Se potesse, che opera d’arte vorrebbe avere tutta per sé?

«Non saprei, anche perché mi succede spesso, col cinema per esempio, di rivedere cose con gli occhi di adesso, accorgendomi che si cambia, che io sono cambiata, che arrivo a vedere con un occhio diverso le cose che ho visto tempo prima. Però se devo dire, forse andrei sulla Resurrezione di Piero della Francesca».

È strano, ogni volta che facciamo questa domanda agli artisti, difficilmente citano qualcosa di contemporaneo…

«Perché, secondo me, è come se ci fosse dentro la nostalgia di opere che potevano essere apprezzate per ciò che rappresentavano e che adesso non c’è più. In fondo se ci fosse oggi un Piero della Francesca non se lo penserebbe nessuno. Per cui noi cambiamo e il giudizio cambia».

L’ultimo libro che ha letto e l’ultima mostra che ha visto.

«Dunque, l’ultimo libro è una rilettura di Moby Dick, che ho trovato stupendo perché si avverte ancora una tensione incredibile, mentre il penultimo è L’assassinio del commendatore di Murakami Haruki, una specie di giallo, anche se non sono molto portata verso il genere, scritto in un modo molto moderno. Bellissimo.

Riguardo all’ultima mostra, devo dire che non c’è nulla che mi sia rimasto particolarmente impresso. Vuol dire probabilmente che ormai faccio fatica a trovare qualcosa che mi coinvolga davvero. Per esempio, mi piacerebbe andare a vedere l’installazione d’arte pubblica di Maurizio Nannucci a CityLife, ma anche perché c’è un rapporto di solidarietà, di vicinanza, di scambio».

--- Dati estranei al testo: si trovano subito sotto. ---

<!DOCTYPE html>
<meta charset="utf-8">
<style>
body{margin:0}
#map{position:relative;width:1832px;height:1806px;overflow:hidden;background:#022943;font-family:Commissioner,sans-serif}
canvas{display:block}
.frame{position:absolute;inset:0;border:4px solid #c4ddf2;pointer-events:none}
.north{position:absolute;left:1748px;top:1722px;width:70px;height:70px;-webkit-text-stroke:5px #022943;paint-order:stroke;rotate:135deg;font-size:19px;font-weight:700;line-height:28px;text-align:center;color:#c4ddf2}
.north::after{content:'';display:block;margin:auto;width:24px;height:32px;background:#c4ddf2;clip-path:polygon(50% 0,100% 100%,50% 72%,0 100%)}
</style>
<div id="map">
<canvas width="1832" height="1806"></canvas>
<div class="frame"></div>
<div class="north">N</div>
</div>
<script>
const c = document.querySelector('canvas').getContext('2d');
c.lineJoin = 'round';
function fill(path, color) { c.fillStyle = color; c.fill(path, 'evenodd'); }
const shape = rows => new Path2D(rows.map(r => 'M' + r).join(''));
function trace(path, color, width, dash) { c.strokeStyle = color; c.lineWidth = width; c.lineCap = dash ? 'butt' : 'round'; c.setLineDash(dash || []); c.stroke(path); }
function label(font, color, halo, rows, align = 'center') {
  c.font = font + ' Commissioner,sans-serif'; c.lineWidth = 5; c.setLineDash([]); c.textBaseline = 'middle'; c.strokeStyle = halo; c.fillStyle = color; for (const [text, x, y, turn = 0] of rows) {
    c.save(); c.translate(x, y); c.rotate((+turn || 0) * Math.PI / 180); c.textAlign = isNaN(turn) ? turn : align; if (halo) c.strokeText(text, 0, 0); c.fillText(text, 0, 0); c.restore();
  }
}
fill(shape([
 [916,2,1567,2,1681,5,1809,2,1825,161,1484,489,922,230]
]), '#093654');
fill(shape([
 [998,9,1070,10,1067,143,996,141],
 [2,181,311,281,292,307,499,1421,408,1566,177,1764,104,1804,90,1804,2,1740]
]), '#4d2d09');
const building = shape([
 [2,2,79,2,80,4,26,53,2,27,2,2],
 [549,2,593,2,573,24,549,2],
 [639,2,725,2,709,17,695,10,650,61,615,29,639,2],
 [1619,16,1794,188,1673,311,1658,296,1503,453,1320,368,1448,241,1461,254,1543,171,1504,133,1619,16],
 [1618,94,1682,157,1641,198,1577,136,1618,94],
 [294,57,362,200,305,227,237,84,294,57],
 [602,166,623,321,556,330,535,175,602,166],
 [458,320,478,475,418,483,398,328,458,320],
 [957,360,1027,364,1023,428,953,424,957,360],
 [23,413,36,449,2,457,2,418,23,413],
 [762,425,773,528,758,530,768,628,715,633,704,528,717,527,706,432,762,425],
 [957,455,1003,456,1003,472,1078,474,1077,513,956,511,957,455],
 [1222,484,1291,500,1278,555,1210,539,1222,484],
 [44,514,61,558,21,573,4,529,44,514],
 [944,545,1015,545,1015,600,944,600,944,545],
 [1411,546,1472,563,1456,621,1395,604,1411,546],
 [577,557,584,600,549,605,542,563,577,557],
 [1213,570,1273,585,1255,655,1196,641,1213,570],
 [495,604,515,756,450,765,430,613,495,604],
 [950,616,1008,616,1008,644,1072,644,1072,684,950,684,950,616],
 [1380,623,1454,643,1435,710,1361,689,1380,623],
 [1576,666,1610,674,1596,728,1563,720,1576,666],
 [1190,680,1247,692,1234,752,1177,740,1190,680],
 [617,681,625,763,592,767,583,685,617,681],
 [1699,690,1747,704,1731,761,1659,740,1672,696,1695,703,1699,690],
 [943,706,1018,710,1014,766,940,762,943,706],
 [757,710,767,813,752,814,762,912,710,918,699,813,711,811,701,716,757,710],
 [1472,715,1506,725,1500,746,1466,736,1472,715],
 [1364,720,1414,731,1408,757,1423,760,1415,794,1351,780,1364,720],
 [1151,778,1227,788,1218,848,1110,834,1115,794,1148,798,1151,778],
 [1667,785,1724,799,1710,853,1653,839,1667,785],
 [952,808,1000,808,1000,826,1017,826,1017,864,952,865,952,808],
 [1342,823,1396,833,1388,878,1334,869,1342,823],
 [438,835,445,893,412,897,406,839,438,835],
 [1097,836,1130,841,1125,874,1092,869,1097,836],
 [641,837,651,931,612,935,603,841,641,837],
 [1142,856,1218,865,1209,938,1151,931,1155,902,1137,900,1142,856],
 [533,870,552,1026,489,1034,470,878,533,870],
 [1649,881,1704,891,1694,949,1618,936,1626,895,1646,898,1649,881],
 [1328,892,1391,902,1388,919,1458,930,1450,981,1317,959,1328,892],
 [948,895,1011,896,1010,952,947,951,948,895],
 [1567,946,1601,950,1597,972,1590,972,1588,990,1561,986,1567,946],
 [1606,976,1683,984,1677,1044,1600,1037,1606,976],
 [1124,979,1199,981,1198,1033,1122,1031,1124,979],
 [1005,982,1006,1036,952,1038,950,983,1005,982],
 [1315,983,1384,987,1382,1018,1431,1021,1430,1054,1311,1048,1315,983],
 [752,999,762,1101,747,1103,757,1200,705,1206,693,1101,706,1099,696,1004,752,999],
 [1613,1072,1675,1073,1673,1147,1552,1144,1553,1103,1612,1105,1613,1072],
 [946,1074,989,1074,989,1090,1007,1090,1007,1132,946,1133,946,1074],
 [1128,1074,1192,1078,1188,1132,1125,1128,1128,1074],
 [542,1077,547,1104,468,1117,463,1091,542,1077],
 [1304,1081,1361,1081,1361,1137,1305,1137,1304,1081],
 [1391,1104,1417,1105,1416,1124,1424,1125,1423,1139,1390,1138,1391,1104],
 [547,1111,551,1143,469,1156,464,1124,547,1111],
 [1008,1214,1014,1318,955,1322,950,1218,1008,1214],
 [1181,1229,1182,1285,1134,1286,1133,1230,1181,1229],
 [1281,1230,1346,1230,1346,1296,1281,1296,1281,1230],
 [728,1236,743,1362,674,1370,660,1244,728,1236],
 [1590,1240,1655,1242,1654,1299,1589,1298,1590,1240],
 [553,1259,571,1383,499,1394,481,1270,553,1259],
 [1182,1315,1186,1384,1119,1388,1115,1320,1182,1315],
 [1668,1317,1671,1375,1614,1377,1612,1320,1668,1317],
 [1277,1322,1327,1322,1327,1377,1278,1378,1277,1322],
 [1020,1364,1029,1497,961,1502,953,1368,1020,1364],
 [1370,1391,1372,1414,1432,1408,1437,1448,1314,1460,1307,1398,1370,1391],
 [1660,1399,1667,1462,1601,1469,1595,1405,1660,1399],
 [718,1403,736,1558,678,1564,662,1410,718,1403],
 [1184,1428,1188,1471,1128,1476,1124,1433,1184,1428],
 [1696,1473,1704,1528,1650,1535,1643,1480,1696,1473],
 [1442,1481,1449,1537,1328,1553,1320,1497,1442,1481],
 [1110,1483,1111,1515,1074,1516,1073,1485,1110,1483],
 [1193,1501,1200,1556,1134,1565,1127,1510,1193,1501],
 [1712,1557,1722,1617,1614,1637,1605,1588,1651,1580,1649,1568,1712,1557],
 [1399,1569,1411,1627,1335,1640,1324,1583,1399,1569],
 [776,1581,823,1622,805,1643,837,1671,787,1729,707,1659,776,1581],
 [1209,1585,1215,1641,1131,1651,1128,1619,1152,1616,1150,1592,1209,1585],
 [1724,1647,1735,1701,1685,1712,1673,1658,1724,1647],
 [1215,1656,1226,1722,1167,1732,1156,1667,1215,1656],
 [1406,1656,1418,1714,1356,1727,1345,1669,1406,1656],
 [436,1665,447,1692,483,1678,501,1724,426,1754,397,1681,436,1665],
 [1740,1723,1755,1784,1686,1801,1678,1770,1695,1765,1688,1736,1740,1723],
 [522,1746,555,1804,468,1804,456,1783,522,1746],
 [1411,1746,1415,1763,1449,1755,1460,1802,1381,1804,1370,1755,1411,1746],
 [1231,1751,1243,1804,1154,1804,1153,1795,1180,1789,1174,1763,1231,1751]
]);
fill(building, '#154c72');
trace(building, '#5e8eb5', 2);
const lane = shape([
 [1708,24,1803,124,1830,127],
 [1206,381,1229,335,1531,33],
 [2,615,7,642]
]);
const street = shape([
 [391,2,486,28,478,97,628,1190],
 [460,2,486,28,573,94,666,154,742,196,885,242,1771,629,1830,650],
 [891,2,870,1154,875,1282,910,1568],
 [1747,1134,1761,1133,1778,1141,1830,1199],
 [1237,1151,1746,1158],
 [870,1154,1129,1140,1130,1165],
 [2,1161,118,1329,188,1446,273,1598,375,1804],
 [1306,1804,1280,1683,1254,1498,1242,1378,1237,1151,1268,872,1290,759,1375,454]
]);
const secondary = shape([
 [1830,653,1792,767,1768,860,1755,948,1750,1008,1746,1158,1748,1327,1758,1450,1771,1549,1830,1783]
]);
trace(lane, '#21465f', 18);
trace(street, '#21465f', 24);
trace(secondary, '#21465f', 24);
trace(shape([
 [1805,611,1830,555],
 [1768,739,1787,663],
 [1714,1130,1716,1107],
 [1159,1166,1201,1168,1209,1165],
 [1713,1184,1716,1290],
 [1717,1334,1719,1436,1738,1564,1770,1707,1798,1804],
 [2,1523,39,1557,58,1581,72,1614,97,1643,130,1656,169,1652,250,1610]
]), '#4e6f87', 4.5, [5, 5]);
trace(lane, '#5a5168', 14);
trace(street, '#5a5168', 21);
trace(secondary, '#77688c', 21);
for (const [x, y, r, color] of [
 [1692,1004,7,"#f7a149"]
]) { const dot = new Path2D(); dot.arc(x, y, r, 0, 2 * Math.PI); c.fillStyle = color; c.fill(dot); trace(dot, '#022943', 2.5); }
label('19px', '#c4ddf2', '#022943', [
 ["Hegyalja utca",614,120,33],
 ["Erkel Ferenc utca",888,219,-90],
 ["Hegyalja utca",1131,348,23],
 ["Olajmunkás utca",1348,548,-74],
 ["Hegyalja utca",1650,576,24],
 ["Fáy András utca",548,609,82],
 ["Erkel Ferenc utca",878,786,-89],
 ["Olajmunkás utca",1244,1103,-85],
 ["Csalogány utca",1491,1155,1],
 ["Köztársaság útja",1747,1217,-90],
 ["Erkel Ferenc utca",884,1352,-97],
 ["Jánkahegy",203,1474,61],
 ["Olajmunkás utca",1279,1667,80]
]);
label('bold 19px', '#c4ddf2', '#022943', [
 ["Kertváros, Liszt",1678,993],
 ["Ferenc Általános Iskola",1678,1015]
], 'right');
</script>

Se non fosse diventata un’artista?

«Questo lo so e sono contenta di dirlo. Mi sarebbe piaciuto fare l’imbianchino! (ride). Ma sa perché? Perché io ho rinunciato a dipingere, ormai mi sento tagliata fuori, è una cosa che non mi riguarda più, però provo una nostalgia pazzesca quando posso incollare i fogli per farli diventare il supporto dei miei lavori, vedere che la colla che uso, che è meravigliosa perché la devi preparare a freddo e aspettare che sia pronta, mi permette di fare questa pennellata così ampia alla Franz Klein, che io adoro, e vedere che da lucida, mano a mano che asciuga, diventa invisibile, per me è un piacere fisico. Ed è un piacere vedere che c’è un tempo di mezzo per lasciarla asciugare fino a che non sparisce. Tanto è vero che quando mi imbatto negli attacchini che incollano i manifesti in metropolitana, per me è il massimo!».

Se per magia potesse incontrare una persona di qualsiasi epoca?

«Non è uno. Sono tutti i miei amici artisti. Anche quelli che ho conosciuto dopo, ma tutti insieme».